Her pleasure struck a pang to his jealous heart. What would he not have given to be the cause of such transfiguration? But though he could not create such joy, he could extinguish it, and would; and observing that Barbara was awaking from her day-dream, and endeavoring to fix her attention upon him, he proceeded,—
"Captain Woodville—to call him by his new name—saw you this morning from the balcony of the Hôtel de Varsovie. Knowing that you cannot really be Natalie Lilieska he will, of course, conclude that you are an impostor."
How could Paul, ignorant of her true history, come to any other conclusion? The thought sent a sudden chill to her warm feelings.
"These Englishmen pride themselves on their blunt honesty and plain dealing. What will he think when he sees that in the sacred matter of religion you are acting the hypocrite, in secret a Catholic, yet for the sake of self-interest publicly posing as a Greek!"
Yes; it was true. In name and religion she was a living lie. How she must have fallen in Paul's esteem! Her quickly changing expression gave pleasure to the cardinal.
"He saw the duke publicly kiss your hand, and must thus have learned of your betrothal. Inquiries as to Bora's character must cause him to marvel at the taste which selects this Scythian barbarian for your consort."
Every word went, as intended, to Barbara's heart. Paul, not knowing that she had believed him dead, must have thought himself forgotten by her. How she longed to see him, to explain the difficulties of her position, to set matters right between them!
Regardless of what court officials might think, she would send an equerry this same day to the Hôtel de Varsovie with a message to the effect that the Princess of Czernova was desirous of an interview with Captain Paul Woodville.
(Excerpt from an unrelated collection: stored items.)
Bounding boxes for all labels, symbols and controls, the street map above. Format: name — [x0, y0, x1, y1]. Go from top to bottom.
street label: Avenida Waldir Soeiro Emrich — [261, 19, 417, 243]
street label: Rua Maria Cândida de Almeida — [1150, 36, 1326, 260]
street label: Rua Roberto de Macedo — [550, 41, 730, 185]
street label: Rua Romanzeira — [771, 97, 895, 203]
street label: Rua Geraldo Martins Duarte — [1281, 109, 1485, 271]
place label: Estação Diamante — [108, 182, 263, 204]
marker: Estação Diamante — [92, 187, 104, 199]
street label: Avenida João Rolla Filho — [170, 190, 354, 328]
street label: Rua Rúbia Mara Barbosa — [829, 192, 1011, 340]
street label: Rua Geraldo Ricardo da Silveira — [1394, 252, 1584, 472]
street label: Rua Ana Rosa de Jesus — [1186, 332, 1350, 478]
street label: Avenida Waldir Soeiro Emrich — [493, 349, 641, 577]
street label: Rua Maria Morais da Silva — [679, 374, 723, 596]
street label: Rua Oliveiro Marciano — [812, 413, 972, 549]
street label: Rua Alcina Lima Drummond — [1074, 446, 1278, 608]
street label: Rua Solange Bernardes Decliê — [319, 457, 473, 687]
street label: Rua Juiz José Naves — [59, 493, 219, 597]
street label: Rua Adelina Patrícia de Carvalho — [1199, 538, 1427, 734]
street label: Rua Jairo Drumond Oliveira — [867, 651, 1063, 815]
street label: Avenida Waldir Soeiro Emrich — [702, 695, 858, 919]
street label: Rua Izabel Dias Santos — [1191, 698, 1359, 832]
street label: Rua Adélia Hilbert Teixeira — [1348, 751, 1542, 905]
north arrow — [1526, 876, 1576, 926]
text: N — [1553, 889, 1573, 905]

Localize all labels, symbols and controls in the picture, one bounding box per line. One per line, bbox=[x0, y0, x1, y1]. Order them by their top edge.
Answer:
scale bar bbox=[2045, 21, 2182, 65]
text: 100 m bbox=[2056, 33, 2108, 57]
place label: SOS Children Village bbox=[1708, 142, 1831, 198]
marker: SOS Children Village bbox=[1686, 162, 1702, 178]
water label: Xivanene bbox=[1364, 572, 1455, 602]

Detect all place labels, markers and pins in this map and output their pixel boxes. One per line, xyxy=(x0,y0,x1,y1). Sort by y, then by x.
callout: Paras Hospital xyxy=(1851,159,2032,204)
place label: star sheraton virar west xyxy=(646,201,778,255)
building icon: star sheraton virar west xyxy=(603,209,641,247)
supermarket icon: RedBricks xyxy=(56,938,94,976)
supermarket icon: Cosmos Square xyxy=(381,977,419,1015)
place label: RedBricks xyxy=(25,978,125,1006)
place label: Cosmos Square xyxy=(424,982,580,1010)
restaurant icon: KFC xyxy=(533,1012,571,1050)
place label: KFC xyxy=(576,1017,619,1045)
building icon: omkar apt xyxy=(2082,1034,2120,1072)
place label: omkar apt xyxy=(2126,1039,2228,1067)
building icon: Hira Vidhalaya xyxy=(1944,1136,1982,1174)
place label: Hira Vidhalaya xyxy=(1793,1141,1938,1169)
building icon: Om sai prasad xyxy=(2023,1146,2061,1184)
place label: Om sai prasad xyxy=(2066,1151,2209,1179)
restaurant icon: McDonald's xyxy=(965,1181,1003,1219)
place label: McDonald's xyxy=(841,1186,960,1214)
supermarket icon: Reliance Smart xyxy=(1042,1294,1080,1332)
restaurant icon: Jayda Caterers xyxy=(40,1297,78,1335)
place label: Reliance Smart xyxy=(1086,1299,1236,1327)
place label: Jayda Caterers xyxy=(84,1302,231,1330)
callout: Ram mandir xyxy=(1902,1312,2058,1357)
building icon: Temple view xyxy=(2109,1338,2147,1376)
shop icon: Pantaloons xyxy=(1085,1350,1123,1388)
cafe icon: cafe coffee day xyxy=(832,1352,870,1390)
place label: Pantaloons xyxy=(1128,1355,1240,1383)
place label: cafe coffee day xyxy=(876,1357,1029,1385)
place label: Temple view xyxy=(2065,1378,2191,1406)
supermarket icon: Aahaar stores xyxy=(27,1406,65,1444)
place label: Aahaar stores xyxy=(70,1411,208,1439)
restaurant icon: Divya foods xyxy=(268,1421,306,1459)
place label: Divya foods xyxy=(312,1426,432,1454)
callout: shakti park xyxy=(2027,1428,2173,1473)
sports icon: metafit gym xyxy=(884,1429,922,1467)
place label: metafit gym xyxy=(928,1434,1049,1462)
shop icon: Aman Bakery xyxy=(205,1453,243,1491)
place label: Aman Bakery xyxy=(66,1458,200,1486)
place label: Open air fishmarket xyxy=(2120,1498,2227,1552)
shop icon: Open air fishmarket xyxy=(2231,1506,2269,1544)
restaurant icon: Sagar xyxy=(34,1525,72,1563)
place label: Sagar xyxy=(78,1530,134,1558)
"If it be sweet to learn that the dear friends whom we have long thought dead are alive, how bitter it must be to lose them again, ere we can have the opportunity of seeing them!"
"What do you mean?"
Barbara did not speak these words. The question was put by the eager, fearful look of her eyes.
"It seems that the duke and Captain Woodville—I crave your Highness's pardon, Captain Woodville and the duke—met by chance on the balcony of the Hôtel de Varsovie. A sapphire seal worn by the Englishman attracted the notice of the duke, inasmuch as he recognized it as a former gift of his to the Princess Natalie. The Englishman refused to state how he came by its possession, with the result that there is to be a duel over the matter."
"Mother of God!"
But for her dark arched eyebrows and dusky glowing eyes, the princess's face might have been taken for a piece of white sculpture.
"It is to be no mock contest. They fight with sabres and to the death."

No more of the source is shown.